Over the last few years, I’ve developed an appreciation for schlock movies. If there’s a periodic table of film, schlock has earned its place alongside the likes of tasteful drama and big-budget action.
My reasoning is this: not all films have to be insightful, and schlock movies aren’t lesser for not having high-minded ambitions. Rather, schlock is a liberating sub-genre in which directors can entertain goofy premises and scripts that aren’t conducive to high-brow cinema.
Such is the case with Puppet Master II (1991), a horror film devoted to the exploits of killer puppets. As a direct-to-video sequel to the 1989 original, it’s not a particularly elegant film. The script feels uneven, some of the performances aren’t convincing, and there’s even a cliched and gratuitous sex scene. But regardless, Puppet Master II is a lot of fun because it succeeds at being an absurd and occasionally disturbing film about killer puppets.
Visually, Puppet Master II is intriguing and well-realized, with dimly-lit hotel corridors and a villain’s lair that’s straight out of a Tales from the Crypt comic book. But like the first, it’s the film’s iconic band of murderous puppets that really steal the show.

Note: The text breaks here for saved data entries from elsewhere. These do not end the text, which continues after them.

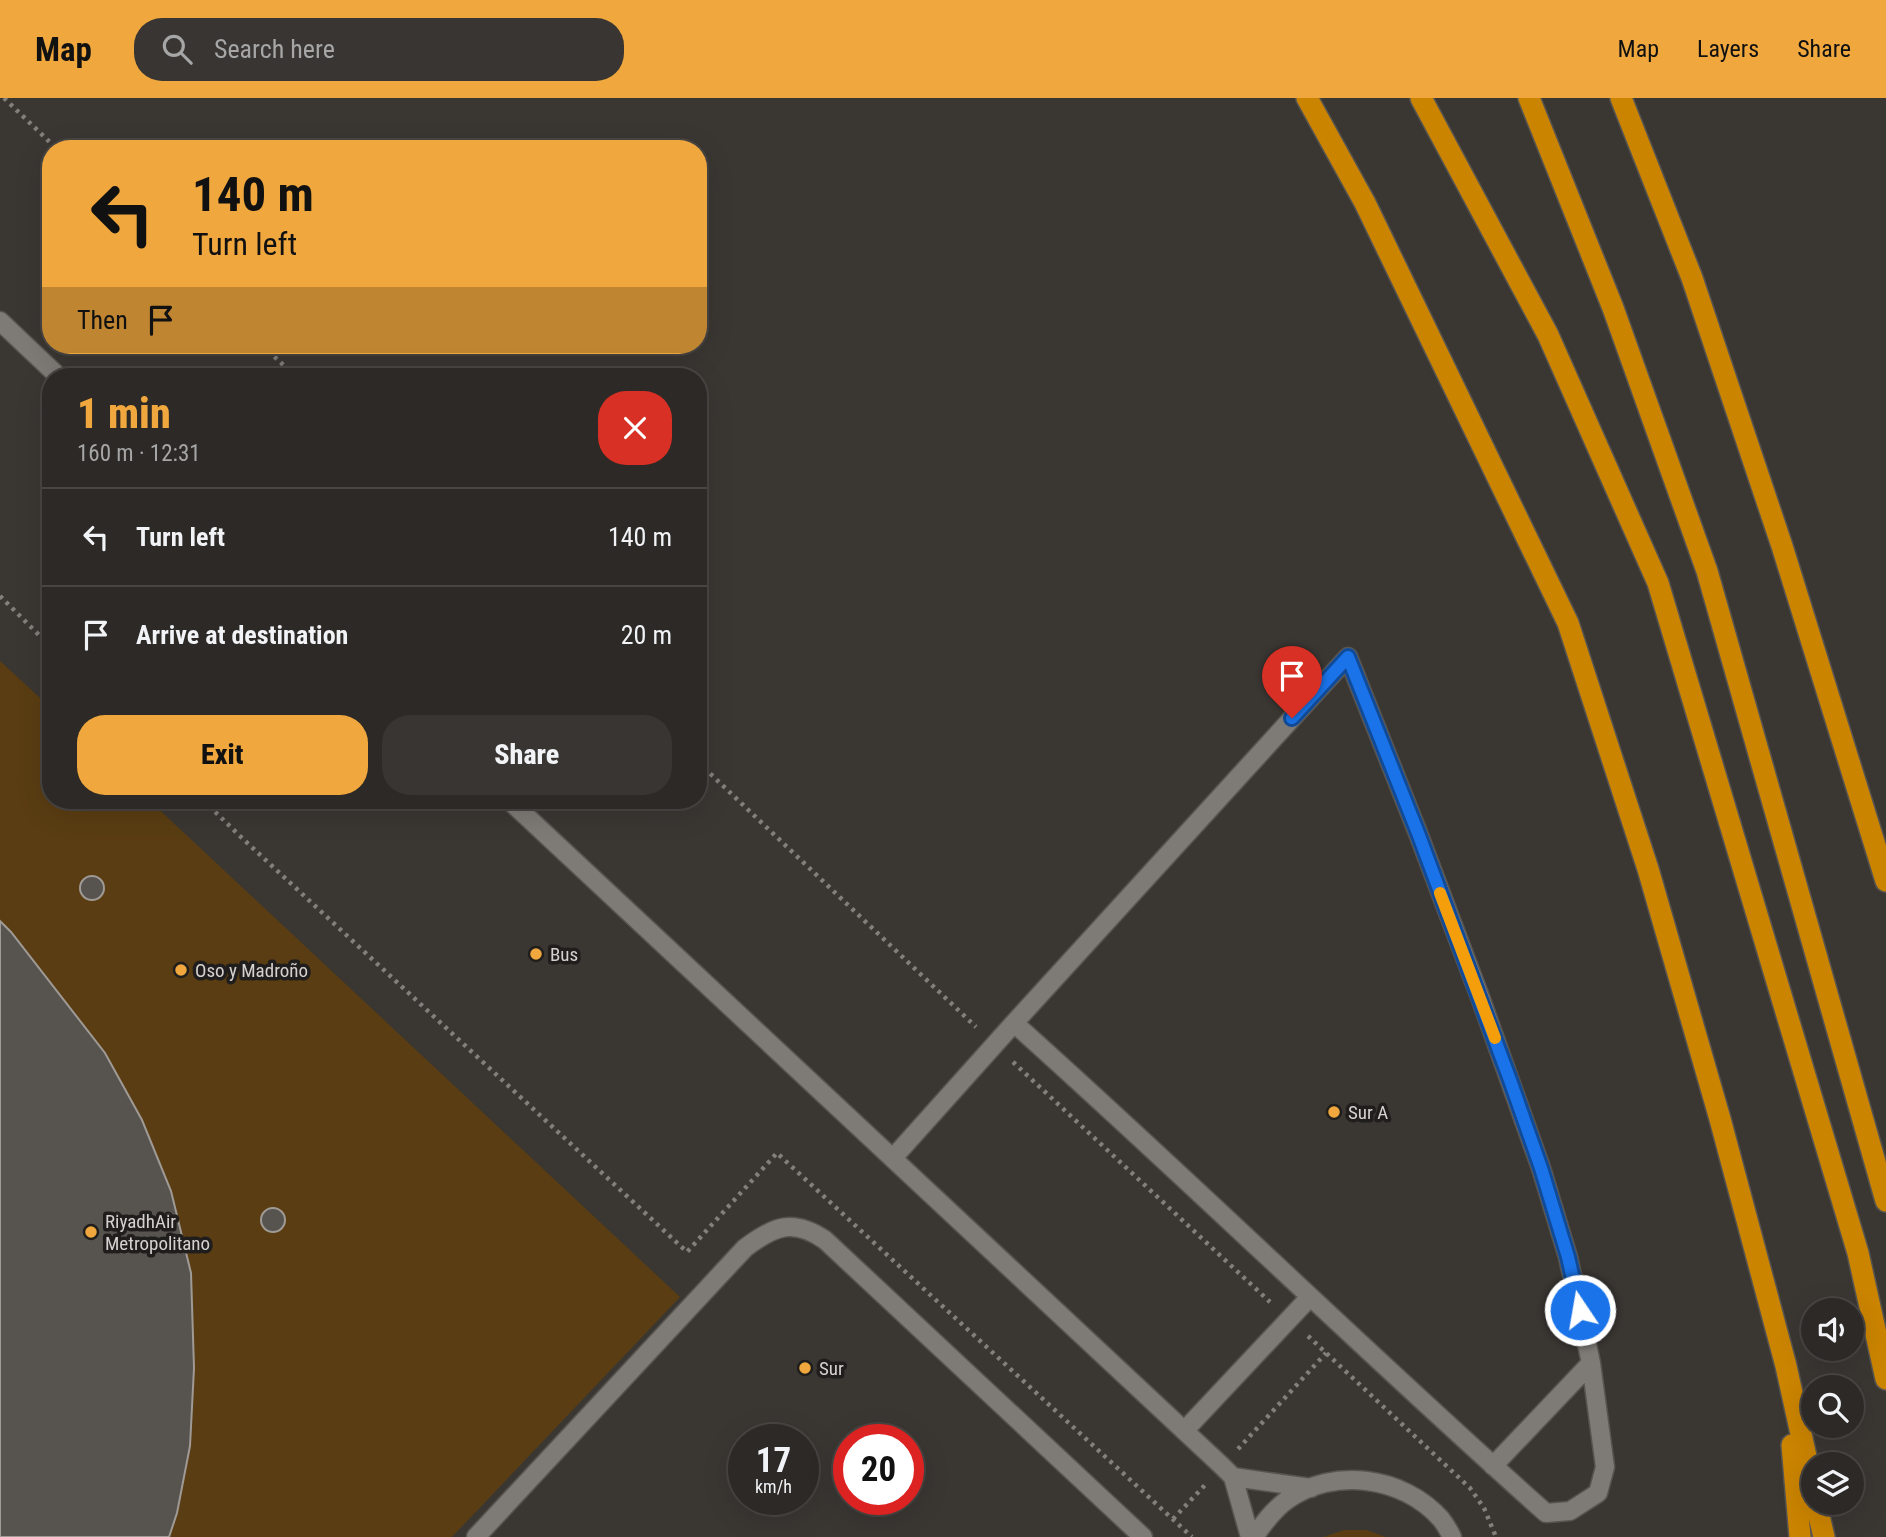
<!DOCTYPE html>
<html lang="en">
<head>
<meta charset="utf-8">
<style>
	:root { --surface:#2c2926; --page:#383532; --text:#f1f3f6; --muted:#a6a6a7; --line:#484543; --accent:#efa73e }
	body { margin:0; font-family:"Roboto Condensed",sans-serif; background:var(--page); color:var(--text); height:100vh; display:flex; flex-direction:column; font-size:26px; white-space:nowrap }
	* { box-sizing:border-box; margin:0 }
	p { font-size:23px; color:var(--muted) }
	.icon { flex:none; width:38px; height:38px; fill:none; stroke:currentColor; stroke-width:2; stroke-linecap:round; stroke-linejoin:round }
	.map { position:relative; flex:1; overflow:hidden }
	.drawer { position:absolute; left:42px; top:270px; width:665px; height:441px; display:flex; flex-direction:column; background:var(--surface); border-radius:28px; box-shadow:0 7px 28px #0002,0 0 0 2px var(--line) }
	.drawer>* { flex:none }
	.guide { position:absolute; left:42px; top:42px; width:665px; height:214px; border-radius:28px; box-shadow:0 7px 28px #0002,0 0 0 2px var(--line); background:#efa73e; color:#111; overflow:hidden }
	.buttons { position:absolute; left:1801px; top:1200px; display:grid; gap:14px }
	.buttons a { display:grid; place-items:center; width:63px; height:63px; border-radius:50%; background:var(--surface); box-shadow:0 7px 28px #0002,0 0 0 2px var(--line); font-size:35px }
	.speed { position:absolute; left:728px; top:1326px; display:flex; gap:14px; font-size:35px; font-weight:700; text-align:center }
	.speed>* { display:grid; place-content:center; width:91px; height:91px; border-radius:50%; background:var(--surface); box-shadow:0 7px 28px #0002,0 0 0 2px var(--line); line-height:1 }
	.speed small { font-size:18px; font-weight:400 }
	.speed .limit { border:10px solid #d22; background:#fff; color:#111 }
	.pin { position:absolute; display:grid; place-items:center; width:60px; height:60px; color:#fff; margin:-72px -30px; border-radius:50% 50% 50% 0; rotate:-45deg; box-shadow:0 0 7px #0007 }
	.pin .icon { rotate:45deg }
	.me { position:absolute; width:77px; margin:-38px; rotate:348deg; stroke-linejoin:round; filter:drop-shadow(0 0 5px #0008) }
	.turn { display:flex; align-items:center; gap:24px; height:147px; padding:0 35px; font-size:32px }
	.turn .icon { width:91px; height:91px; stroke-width:2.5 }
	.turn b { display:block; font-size:49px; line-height:60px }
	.then { display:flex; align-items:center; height:66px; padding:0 35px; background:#0003; gap:14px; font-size:26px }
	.round { display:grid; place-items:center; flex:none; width:74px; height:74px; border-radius:28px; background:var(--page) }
	.head { display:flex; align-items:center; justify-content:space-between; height:119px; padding:0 35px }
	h1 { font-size:42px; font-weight:800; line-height:52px; color:var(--accent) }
	.button { display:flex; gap:14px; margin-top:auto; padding:14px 35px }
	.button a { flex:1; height:80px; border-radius:28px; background:var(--accent); color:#111; font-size:28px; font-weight:800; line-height:80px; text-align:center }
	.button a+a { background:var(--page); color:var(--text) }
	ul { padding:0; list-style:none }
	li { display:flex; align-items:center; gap:21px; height:98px; padding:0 35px; border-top:2px solid var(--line) }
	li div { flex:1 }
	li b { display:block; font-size:26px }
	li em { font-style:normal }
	header { display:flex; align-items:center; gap:42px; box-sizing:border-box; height:98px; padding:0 35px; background:var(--accent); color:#111 }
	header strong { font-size:33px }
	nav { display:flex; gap:38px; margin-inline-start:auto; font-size:24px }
	.search { width:490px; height:63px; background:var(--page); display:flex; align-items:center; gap:18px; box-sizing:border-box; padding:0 24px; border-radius:28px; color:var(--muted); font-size:26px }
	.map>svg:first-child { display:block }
	.green { fill:#5a3d12 }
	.building { fill:#57534e; stroke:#9f9a95; stroke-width:2 }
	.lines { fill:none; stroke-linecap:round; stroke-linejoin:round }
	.lane-casing { stroke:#575450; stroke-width:21 }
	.street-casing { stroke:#575450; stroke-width:21 }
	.highway-casing { stroke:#575450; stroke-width:24 }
	.path { stroke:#827f7c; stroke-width:4.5; stroke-dasharray:3.5 5; stroke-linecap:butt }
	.lane { stroke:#7e7a75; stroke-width:18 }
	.street { stroke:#7e7a75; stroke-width:18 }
	.highway { stroke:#cb8400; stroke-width:21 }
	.route-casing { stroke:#114b97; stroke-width:18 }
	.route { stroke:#1a73e8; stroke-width:12 }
	.slow { stroke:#f59e0b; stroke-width:12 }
	.poi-dot { fill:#efa73e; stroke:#201e1d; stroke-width:2.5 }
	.labels { text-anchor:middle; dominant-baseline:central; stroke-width:7; stroke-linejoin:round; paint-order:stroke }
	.poi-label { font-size:19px; fill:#d4d1cf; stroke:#201e1d; text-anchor:start }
</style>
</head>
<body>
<header>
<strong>Map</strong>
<div class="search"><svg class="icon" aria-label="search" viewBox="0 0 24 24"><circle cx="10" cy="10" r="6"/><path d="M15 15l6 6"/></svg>Search here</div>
<nav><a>Map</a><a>Layers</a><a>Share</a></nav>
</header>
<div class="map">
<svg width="1886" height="1439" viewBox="0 0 1886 1439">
	<rect width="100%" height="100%" fill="#3a3733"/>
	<path class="green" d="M 0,563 L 51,610 L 51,702 L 149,702 L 680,1199 L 452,1439 L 0,1439 Z
		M 1344,1432 L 1366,1432 L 1386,1439 L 1323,1439 Z"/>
	<path class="building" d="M80 790a12 12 0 1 1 24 0a12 12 0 1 1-24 0Z
		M 0,823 L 11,834 L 105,955 L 142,1022 L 171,1093 L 191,1175 L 194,1270 L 190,1348 L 177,1415 L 169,1439 L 0,1439 Z
		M261 1122a12 12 0 1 1 24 0a12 12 0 1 1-24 0Z"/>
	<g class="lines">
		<g class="lane-casing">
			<path id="lane" d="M 1348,559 L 1418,735 L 1480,899 L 1541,1070 L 1568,1159 L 1591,1265 L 1605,1369 L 1598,1395 L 1570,1413 L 1546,1415 C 1366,1255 1194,1086 1014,925 Z
				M 893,1060 L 1014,925
				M 1185,1332 L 1310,1199
				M 1493,1368 L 1591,1265
				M 476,1439 L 745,1150 C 774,1128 793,1120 825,1142 L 1143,1439"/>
		</g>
		<g class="street-casing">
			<path id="street" d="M 0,223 L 58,278
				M 509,702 L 1222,1368 L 1233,1379 L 1250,1439
				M 1233,1379 L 1311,1390
				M 1254,1439 C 1263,1426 1273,1412 1287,1402 C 1333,1369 1403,1378 1441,1421 C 1445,1426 1449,1433 1452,1439"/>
		</g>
		<g class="highway-casing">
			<path id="highway" d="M 1307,0 L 1365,105 L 1568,525 L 1648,771 L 1720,1021 L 1786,1268 L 1813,1390
				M 1421,0 L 1548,237 L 1658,485 L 1858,1155 L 1886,1281
				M 1529,0 L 1613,210 L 1707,473 L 1886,1103
				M 1621,0 L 1692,180 L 1782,448 L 1886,783
				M 1792,1347 L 1800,1439
				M 1816,1405 L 1824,1439"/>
		</g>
		<path class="path" d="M 4,0 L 57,51
			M 262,247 L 295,278
			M 0,498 L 51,549
			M 698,664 L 976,929
			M 203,702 L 242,740 L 687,1154 L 777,1055 L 1192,1439
			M 1013,964 L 1270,1204
			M 1308,1238 L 1470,1390 L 1484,1410 L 1496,1439
			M 1238,1351 L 1326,1255
			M 1173,1421 L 1206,1386"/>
		<use href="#lane" class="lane"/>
		<use href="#street" class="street"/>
		<use href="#highway" class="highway"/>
	</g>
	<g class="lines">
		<g class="route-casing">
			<path id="route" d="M 1292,620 L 1348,559 L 1418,735 L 1510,982 L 1541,1070 L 1568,1159 L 1580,1212"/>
		</g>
		<use href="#route" class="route"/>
		<path class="slow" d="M 1440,795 L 1495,940"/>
	</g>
	<g class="poi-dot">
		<circle cx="536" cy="856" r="7"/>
		<circle cx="181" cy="872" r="7"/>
		<circle cx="1334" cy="1014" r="7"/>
		<circle cx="91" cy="1134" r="7"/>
		<circle cx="805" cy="1270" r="7"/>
	</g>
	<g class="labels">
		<g class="poi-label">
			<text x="550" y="856">Bus</text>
			<text x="195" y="872">Oso y Madroño</text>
			<text x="1348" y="1014">Sur A</text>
			<text x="105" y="1123">RiyadhAir<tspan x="105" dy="22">Metropolitano</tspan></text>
			<text x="819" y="1270">Sur</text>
		</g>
	</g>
</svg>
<div class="buttons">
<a><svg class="icon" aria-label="sound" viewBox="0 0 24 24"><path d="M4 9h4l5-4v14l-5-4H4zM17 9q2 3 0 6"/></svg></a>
<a><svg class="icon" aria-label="search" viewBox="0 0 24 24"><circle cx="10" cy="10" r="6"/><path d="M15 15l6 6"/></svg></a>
<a><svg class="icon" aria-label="layers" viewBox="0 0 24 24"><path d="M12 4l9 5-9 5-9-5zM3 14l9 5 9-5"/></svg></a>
</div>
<div class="speed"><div>17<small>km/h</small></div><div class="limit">20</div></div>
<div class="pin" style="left:1292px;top:620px;background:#d93025"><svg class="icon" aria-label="arrive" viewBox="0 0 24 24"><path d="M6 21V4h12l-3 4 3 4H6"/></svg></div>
<svg class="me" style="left:1580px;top:1212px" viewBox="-20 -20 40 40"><circle r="17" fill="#1a73e8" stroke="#fff" stroke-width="3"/><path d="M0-11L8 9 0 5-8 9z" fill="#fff"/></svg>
<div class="guide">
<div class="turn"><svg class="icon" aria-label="left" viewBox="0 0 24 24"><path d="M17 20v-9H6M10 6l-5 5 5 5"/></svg><div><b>140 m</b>Turn left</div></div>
<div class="then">Then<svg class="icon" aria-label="arrive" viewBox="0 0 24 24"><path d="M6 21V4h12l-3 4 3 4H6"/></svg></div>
</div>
<section class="drawer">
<div class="head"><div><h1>1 min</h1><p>160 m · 12:31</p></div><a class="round" style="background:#d93025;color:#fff"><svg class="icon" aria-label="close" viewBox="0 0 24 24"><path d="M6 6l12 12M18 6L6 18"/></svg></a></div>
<ul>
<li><svg class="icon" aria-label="left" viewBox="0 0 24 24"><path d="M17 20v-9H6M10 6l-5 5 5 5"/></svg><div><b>Turn left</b></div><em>140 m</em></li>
<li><svg class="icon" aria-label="arrive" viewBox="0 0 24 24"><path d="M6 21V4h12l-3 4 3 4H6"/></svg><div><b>Arrive at destination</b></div><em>20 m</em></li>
</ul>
<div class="button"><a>Exit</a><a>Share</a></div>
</section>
</div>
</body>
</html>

Most of the puppets return from the first film and are distinctive in appearance and function. There’s Blade, a pale, trenchcoat-wearing knife-wielder with a cheeky smile; Pinhead, a brutish fellow with incredible strength; and Torch, a steely hate furnace with a surprisingly lethal flamethrowing hand.
Although the film positions its puppet characters as villains, part of Puppet Master II’s intrinsic appeal is watching the marauding little fellas hunt down the human characters. The victims this time around are a group of government paranormal investigators who arrive to investigate the condemned hotel from the first film. Seeing the investigators as intruders, the puppets wage guerilla-style warfare against them, preferring to take them on one-at-a-time rather than risk becoming chopped firewood.
The setup for violence is very David and Goliath, and the film understands the dynamic well. However, as you might imagine, some suspension of disbelief is required. Once the blood starts running, the film’s human cast doesn’t seem particularly motivated to leave the hotel: facing the looming threat of being stabbed or torched to death, they continue to eat, sleep in the nude, and fornicate as if they’re right at home. I don’t know about you, but nothing kills the mood for love like witnessing your coworker being mauled by a baby-faced puppet.
Puppet Master II is violent, but the movie is more unsettling than horrifying. The special effects are crude, and few deaths revel in gore or suffering. For me, the film’s most disturbing moment arrives when the film’s villain (the titular “Puppet Master”) reveals two mannequins he’s created, one modeled after his past self, and the other after his deceased wife. Using Chucky-esque black magic, he plans to transfer his soul into the male mannequin and the film’s primary female investigator into the other.
At first glance, the mannequins look eerily realistic, with textured skin that seems to sport copious coats of makeup. But evidently, the Puppet Master has yet to master the art of human mannequins, as he outfits both life-sized dolls with bulging bug eyes. The results are both terrifying and hilarious, and would’ve been potent nightmare fuel had I seen this film as a kid.
Overall, I enjoyed Puppet Master II. It feels like a classic Tales from the Crypt comic book tale that plays out on the big screen, and there’s enough production value here to make the whole package convincing. I’m definitely interested in following up with the other Puppet Master sequels, of which there are many.